The feature also provides a possibility to use just one
sparse matrix representation of a general block matrix A for
computing matrix-matrix multiply for another sparse matrix
composed by block triangles and/or the main block diagonal
of A .
Assume that there is the sparse matrix representation of a
general complex matrix A decomposed in the form
A = L + D + U
where L is the strictly block lower triangle of A, U is the
strictly block upper triangle of A, D is the block diagonal
matrix. Let's I denotes the identity matrix.

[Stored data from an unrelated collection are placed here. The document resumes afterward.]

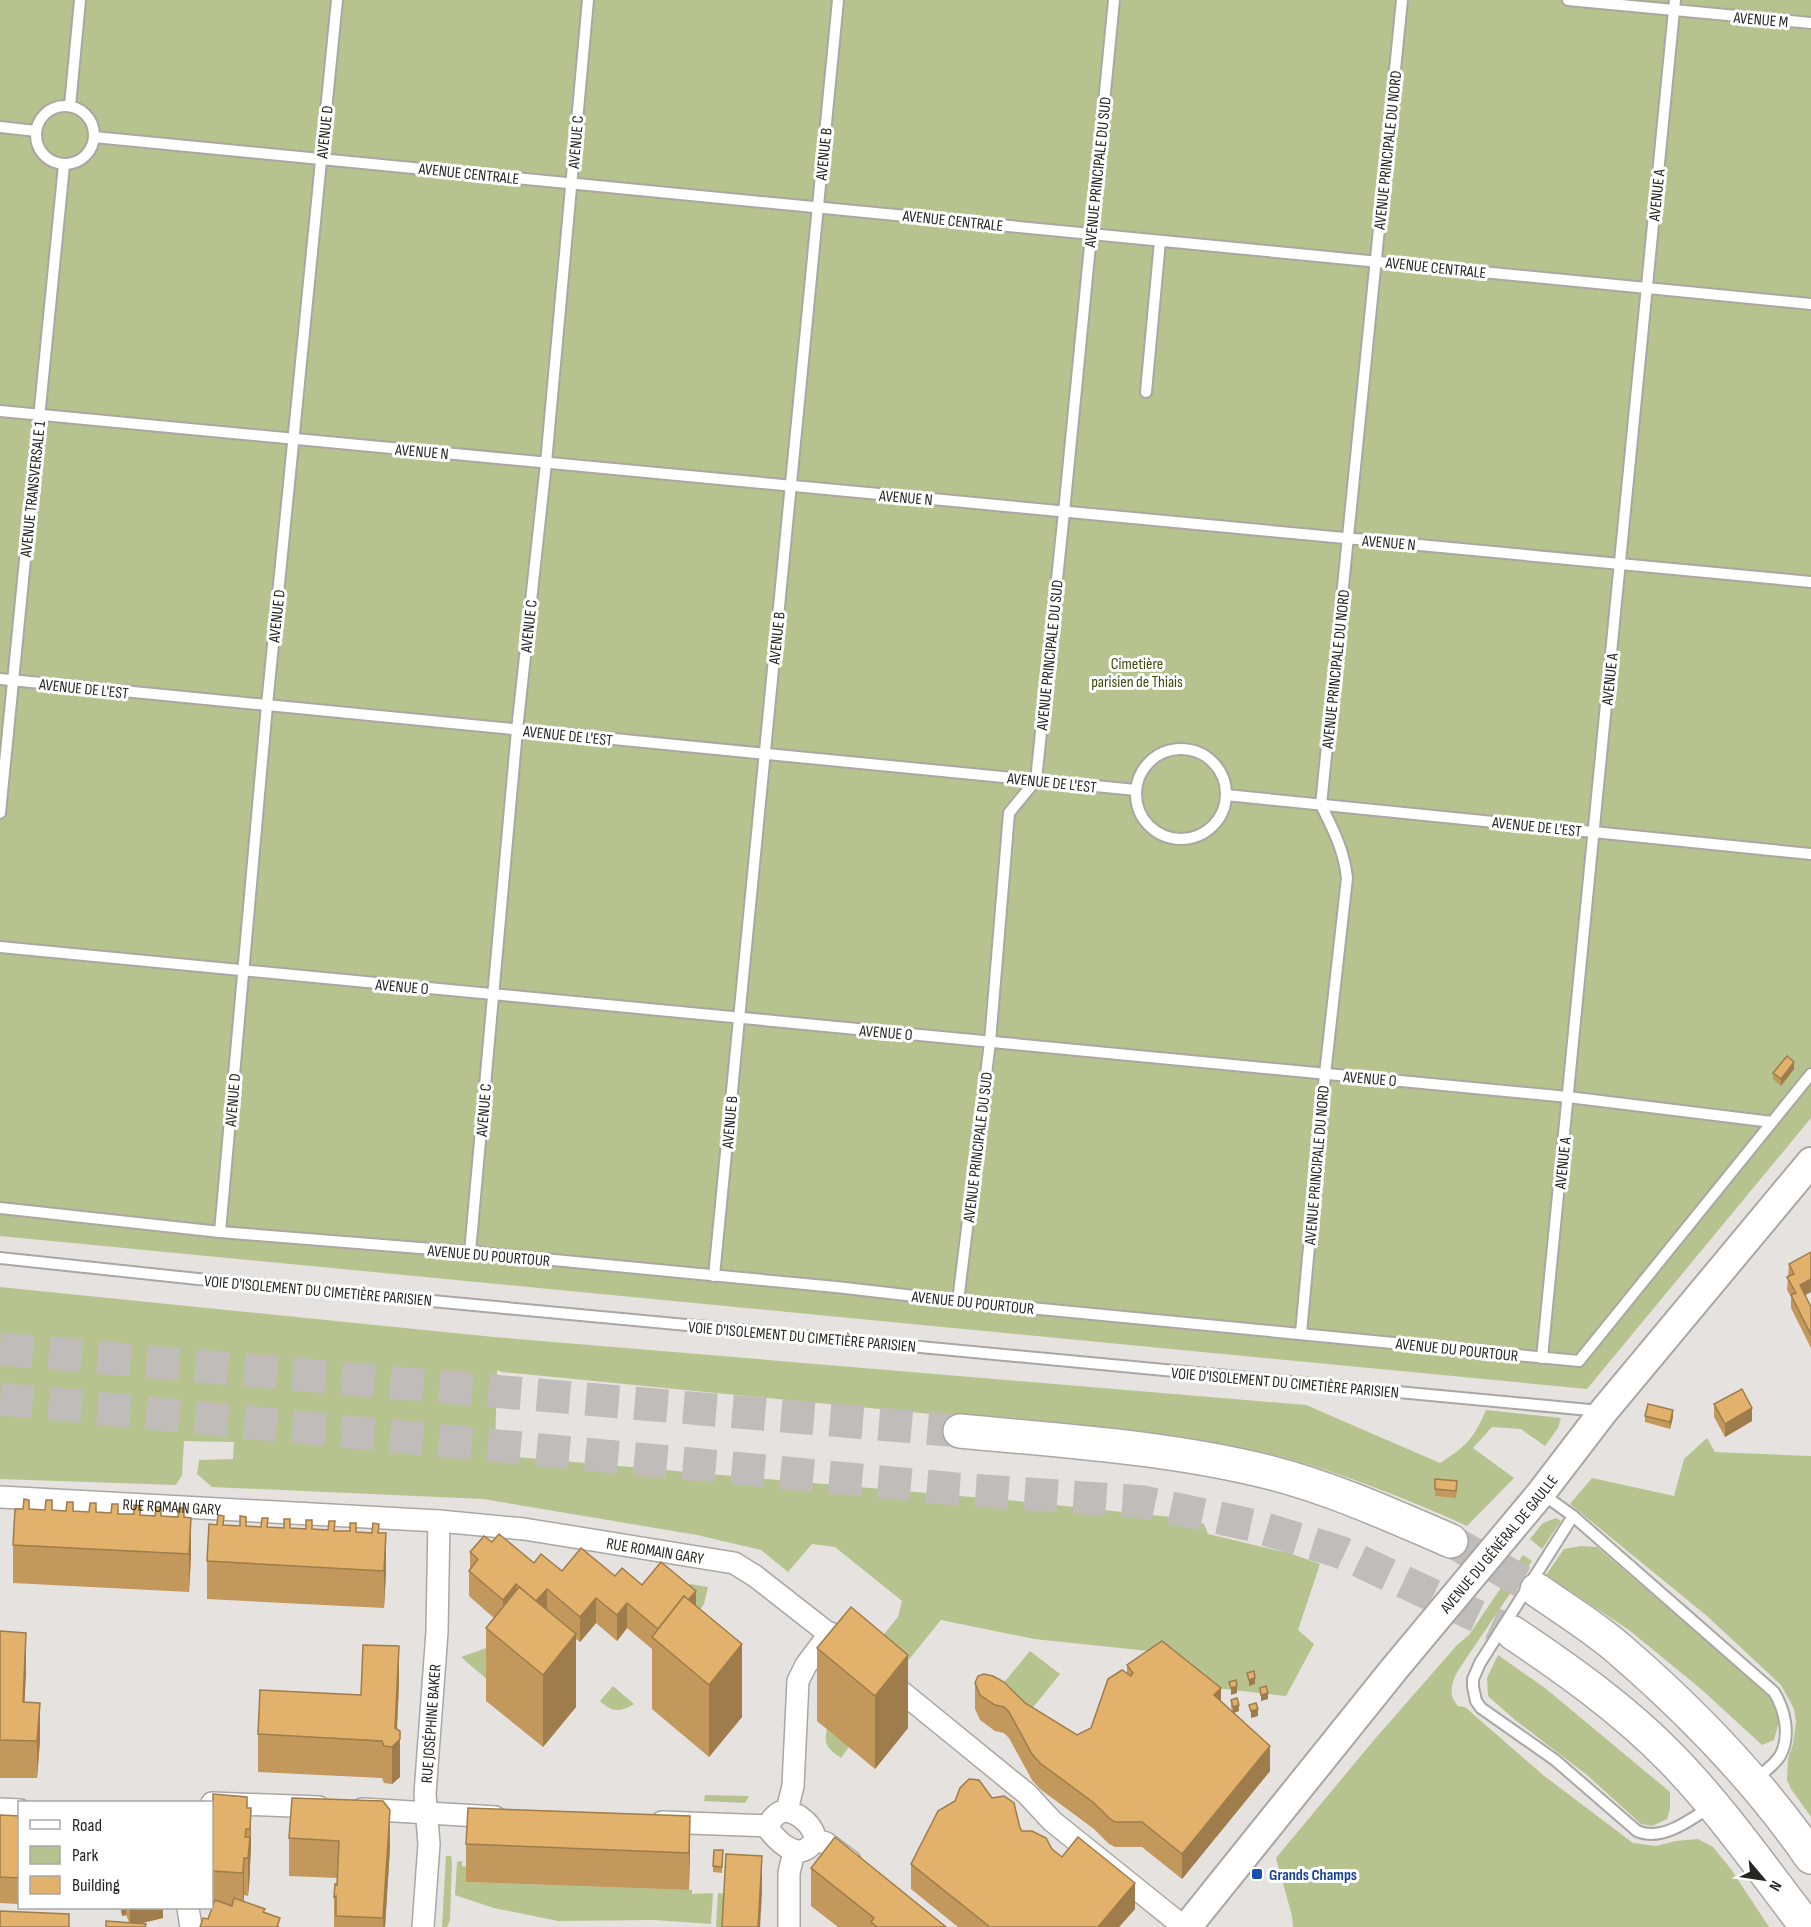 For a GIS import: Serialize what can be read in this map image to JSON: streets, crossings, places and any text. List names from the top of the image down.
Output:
{
  "streets": {
    "main road": ["AVENUE DU GÉNÉRAL DE GAULLE"],
    "street": ["RUE ROMAIN GARY", "RUE JOSÉPHINE BAKER"],
    "lane": [
      "AVENUE M",
      "AVENUE D",
      "AVENUE C",
      "AVENUE PRINCIPALE DU NORD",
      "AVENUE B",
      "AVENUE PRINCIPALE DU SUD",
      "AVENUE CENTRALE",
      "AVENUE A",
      "AVENUE N",
      "AVENUE TRANSVERSALE 1",
      "AVENUE DE L'EST",
      "AVENUE O",
      "AVENUE DU POURTOUR",
      "VOIE D'ISOLEMENT DU CIMETIÈRE PARISIEN"
    ]
  },
  "crossings": [
    ["AVENUE M", "AVENUE A"],
    ["AVENUE D", "AVENUE CENTRALE"],
    ["AVENUE D", "AVENUE N"],
    ["AVENUE D", "AVENUE DE L'EST"],
    ["AVENUE D", "AVENUE O"],
    ["AVENUE D", "AVENUE DU POURTOUR"],
    ["AVENUE C", "AVENUE CENTRALE"],
    ["AVENUE C", "AVENUE N"],
    ["AVENUE C", "AVENUE DE L'EST"],
    ["AVENUE C", "AVENUE O"],
    ["AVENUE C", "AVENUE DU POURTOUR"],
    ["AVENUE PRINCIPALE DU NORD", "AVENUE CENTRALE"],
    ["AVENUE PRINCIPALE DU NORD", "AVENUE N"],
    ["AVENUE PRINCIPALE DU NORD", "AVENUE DE L'EST"],
    ["AVENUE PRINCIPALE DU NORD", "AVENUE O"],
    ["AVENUE PRINCIPALE DU NORD", "AVENUE DU POURTOUR"],
    ["AVENUE B", "AVENUE CENTRALE"],
    ["AVENUE B", "AVENUE N"],
    ["AVENUE B", "AVENUE DE L'EST"],
    ["AVENUE B", "AVENUE O"],
    ["AVENUE B", "AVENUE DU POURTOUR"],
    ["AVENUE PRINCIPALE DU SUD", "AVENUE CENTRALE"],
    ["AVENUE PRINCIPALE DU SUD", "AVENUE N"],
    ["AVENUE PRINCIPALE DU SUD", "AVENUE DE L'EST"],
    ["AVENUE PRINCIPALE DU SUD", "AVENUE O"],
    ["AVENUE PRINCIPALE DU SUD", "AVENUE DU POURTOUR"],
    ["AVENUE CENTRALE", "AVENUE A"],
    ["AVENUE CENTRALE", "AVENUE TRANSVERSALE 1"],
    ["AVENUE A", "AVENUE N"],
    ["AVENUE A", "AVENUE DE L'EST"],
    ["AVENUE A", "AVENUE O"],
    ["AVENUE A", "AVENUE DU POURTOUR"],
    ["AVENUE N", "AVENUE TRANSVERSALE 1"],
    ["AVENUE TRANSVERSALE 1", "AVENUE DE L'EST"],
    ["AVENUE O", "AVENUE DU POURTOUR"],
    ["VOIE D'ISOLEMENT DU CIMETIÈRE PARISIEN", "AVENUE DU GÉNÉRAL DE GAULLE"],
    ["RUE ROMAIN GARY", "AVENUE DU GÉNÉRAL DE GAULLE"],
    ["RUE ROMAIN GARY", "RUE JOSÉPHINE BAKER"]
  ],
  "parks": ["Cimetière parisien de Thiais"],
  "places": {
    "transit": ["Grands Champs"]
  },
  "legend": ["Road", "Park", "Building"],
  "north": "bottom right"
}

Then the correspondence between the first three values of
DESCRA and the result matrix for the sparse representation
of A is
___________________________________________________________________
DESCRA(1) DESCRA(2) DESCRA(3) RESULT
___________________________________________________________________
1 1 0 alpha*op(L+D+L')*B+beta*C
1 1 1 alpha*op(L+I+L')*B+beta*C
1 2 0 alpha*op(U'+D+U)*B+beta*C
1 2 1 alpha*op(U'+I+U)*B+beta*C
2 1 0 alpha*op(L+D+conjg(L'))*B+beta*C
2 1 1 alpha*op(L+I+conjg(L'))*B+beta*C
2 2 0 alpha*op(conjg(U')+D+U)*B+beta*C
2 2 1 alpha*op(conjg(U')+I+U)*B+beta*C
3 1 1 alpha*op(L+I)*B+beta*C
3 1 0 alpha*op(L+D)*B+beta*C
3 2 1 alpha*op(U+I)*B+beta*C
3 2 0 alpha*op(U+D)*B+beta*C
4 1 0 or 1 alpha*op(L+D-L')*B+beta*C
4 2 0 or 1 alpha*op(U+D-U')*B+beta*C
5 1 or 2 0 alpha*op(D)*B+beta*C
5 1 or 2 1 alpha*B+beta*C
6 1 0 or 1 alpha*op(L+D-conjg(L'))*B+beta*C
6 2 0 or 1 alpha*op(U+D-conjg(U'))*B+beta*C
___________________________________________________________________
Remarks to the table:
1. the value of DESCRA(3) is simply ignored , if DESCRA(1)=
4 or 6 but the diagonal blocks which are referenced in the
sparse matrix representation are used;
2. the diagonal blocks which are referenced in the sparse
matrix representation are not used, if DESCRA(3)=1 and
DESCRA(1)is one of 1, 2, 3 or 5;
3. if DESCRA(3) is not 1 and DESCRA(1) is one of 1,2, 4 or
6, the type of D should correspond to the choosen value of
DESCRA(1) .